----- Supplied material

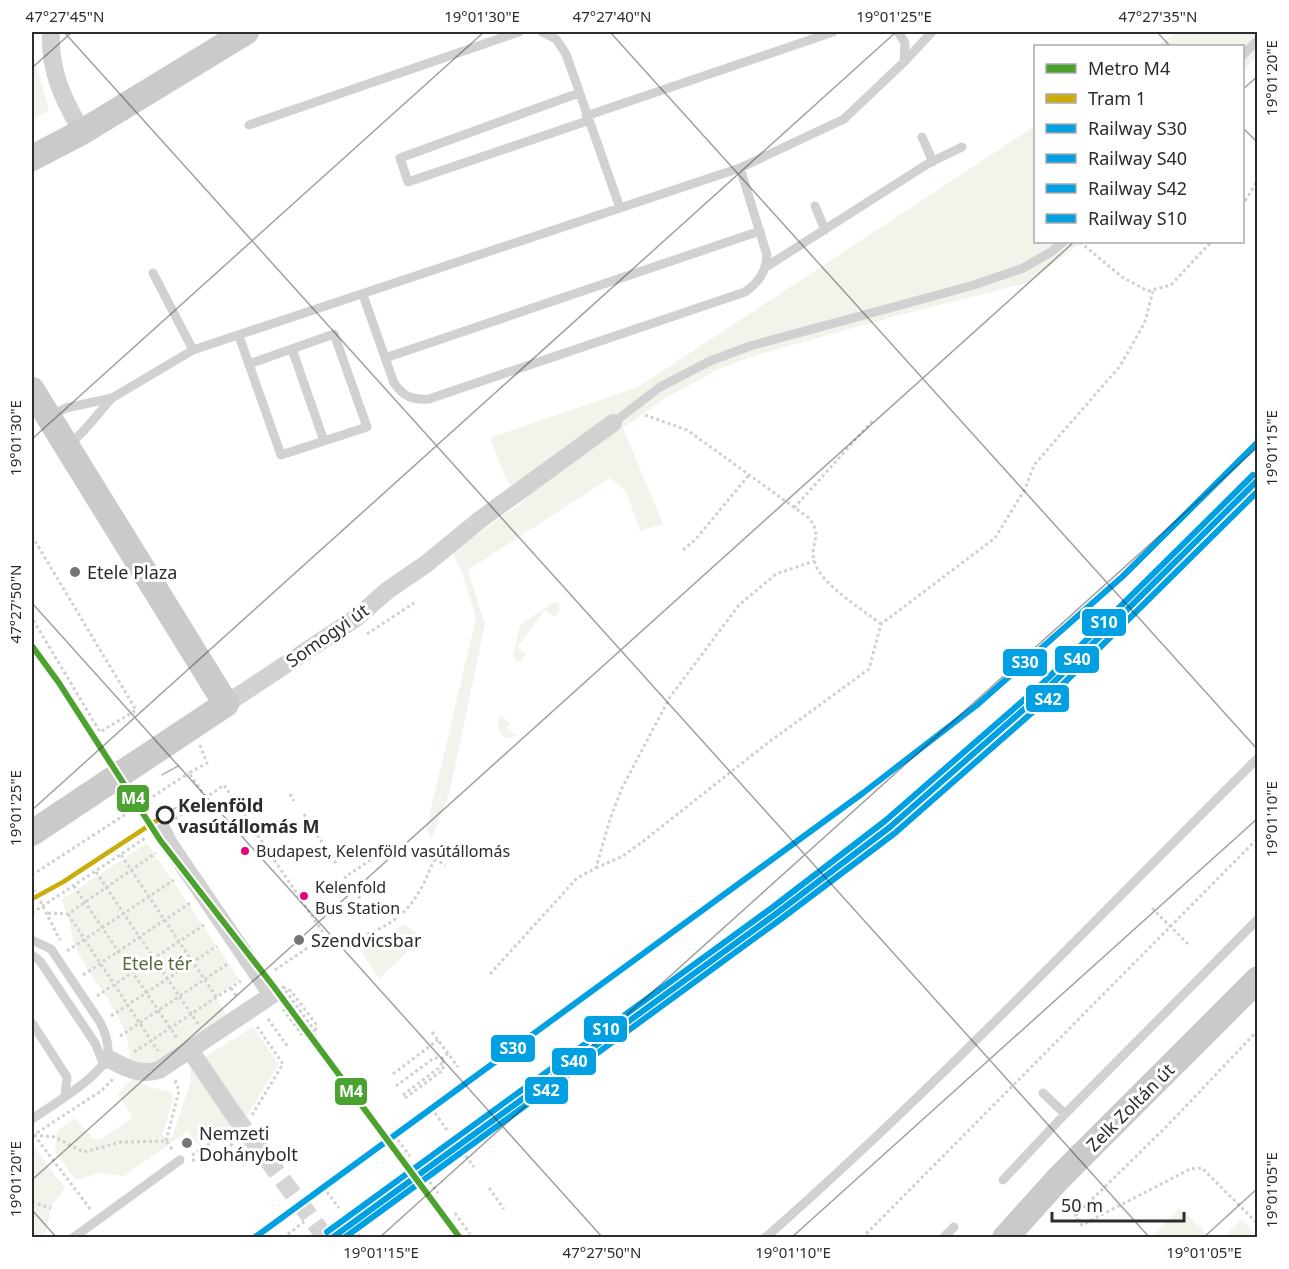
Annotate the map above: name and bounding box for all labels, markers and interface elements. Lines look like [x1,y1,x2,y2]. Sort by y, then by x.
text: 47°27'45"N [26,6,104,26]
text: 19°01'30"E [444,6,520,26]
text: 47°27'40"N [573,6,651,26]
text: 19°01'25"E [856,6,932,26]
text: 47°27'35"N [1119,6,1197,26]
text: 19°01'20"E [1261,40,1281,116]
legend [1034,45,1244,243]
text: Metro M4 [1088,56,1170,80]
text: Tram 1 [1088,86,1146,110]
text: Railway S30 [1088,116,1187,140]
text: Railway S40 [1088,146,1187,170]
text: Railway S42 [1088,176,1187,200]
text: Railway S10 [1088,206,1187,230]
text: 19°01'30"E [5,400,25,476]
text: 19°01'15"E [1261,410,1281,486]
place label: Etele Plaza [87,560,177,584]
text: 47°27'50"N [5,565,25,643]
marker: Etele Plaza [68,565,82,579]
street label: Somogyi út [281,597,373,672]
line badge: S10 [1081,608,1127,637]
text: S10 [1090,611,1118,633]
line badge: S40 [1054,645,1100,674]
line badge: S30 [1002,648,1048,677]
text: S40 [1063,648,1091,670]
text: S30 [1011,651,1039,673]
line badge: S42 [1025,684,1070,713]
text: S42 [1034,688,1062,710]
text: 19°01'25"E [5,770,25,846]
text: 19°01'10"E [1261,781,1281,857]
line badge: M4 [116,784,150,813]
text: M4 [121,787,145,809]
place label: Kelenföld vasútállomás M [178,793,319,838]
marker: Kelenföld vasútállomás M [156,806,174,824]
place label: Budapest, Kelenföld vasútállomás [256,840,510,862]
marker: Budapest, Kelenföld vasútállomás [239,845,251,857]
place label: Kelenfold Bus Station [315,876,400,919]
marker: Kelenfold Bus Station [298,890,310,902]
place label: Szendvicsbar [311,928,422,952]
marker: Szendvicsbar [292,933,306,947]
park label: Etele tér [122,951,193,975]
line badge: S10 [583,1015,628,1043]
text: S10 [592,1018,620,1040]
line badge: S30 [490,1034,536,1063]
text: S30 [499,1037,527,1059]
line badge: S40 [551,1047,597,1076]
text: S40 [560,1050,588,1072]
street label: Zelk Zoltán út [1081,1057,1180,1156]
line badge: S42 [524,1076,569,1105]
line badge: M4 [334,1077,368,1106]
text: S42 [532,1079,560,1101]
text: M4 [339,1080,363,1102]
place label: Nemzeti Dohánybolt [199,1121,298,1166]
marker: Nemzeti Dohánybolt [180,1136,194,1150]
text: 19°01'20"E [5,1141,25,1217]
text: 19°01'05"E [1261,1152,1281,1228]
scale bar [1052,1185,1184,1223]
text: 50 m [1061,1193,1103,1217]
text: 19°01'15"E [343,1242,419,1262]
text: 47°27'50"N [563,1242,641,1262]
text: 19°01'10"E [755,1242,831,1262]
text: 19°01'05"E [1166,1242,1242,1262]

----------

What you need to do: Return the listing above in full and exactly, omitting all pictures.

Solved exercise:
Annotate the map above: name and bounding box for all labels, markers and interface elements. Lines look like [x1,y1,x2,y2]. Sort by y, then by x.
text: 47°27'45"N [26,6,104,26]
text: 19°01'30"E [444,6,520,26]
text: 47°27'40"N [573,6,651,26]
text: 19°01'25"E [856,6,932,26]
text: 47°27'35"N [1119,6,1197,26]
text: 19°01'20"E [1261,40,1281,116]
legend [1034,45,1244,243]
text: Metro M4 [1088,56,1170,80]
text: Tram 1 [1088,86,1146,110]
text: Railway S30 [1088,116,1187,140]
text: Railway S40 [1088,146,1187,170]
text: Railway S42 [1088,176,1187,200]
text: Railway S10 [1088,206,1187,230]
text: 19°01'30"E [5,400,25,476]
text: 19°01'15"E [1261,410,1281,486]
place label: Etele Plaza [87,560,177,584]
text: 47°27'50"N [5,565,25,643]
marker: Etele Plaza [68,565,82,579]
street label: Somogyi út [281,597,373,672]
line badge: S10 [1081,608,1127,637]
text: S10 [1090,611,1118,633]
line badge: S40 [1054,645,1100,674]
line badge: S30 [1002,648,1048,677]
text: S40 [1063,648,1091,670]
text: S30 [1011,651,1039,673]
line badge: S42 [1025,684,1070,713]
text: S42 [1034,688,1062,710]
text: 19°01'25"E [5,770,25,846]
text: 19°01'10"E [1261,781,1281,857]
line badge: M4 [116,784,150,813]
text: M4 [121,787,145,809]
place label: Kelenföld vasútállomás M [178,793,319,838]
marker: Kelenföld vasútállomás M [156,806,174,824]
place label: Budapest, Kelenföld vasútállomás [256,840,510,862]
marker: Budapest, Kelenföld vasútállomás [239,845,251,857]
place label: Kelenfold Bus Station [315,876,400,919]
marker: Kelenfold Bus Station [298,890,310,902]
place label: Szendvicsbar [311,928,422,952]
marker: Szendvicsbar [292,933,306,947]
park label: Etele tér [122,951,193,975]
line badge: S10 [583,1015,628,1043]
text: S10 [592,1018,620,1040]
line badge: S30 [490,1034,536,1063]
text: S30 [499,1037,527,1059]
line badge: S40 [551,1047,597,1076]
text: S40 [560,1050,588,1072]
street label: Zelk Zoltán út [1081,1057,1180,1156]
line badge: S42 [524,1076,569,1105]
line badge: M4 [334,1077,368,1106]
text: S42 [532,1079,560,1101]
text: M4 [339,1080,363,1102]
place label: Nemzeti Dohánybolt [199,1121,298,1166]
marker: Nemzeti Dohánybolt [180,1136,194,1150]
text: 19°01'20"E [5,1141,25,1217]
text: 19°01'05"E [1261,1152,1281,1228]
scale bar [1052,1185,1184,1223]
text: 50 m [1061,1193,1103,1217]
text: 19°01'15"E [343,1242,419,1262]
text: 47°27'50"N [563,1242,641,1262]
text: 19°01'10"E [755,1242,831,1262]
text: 19°01'05"E [1166,1242,1242,1262]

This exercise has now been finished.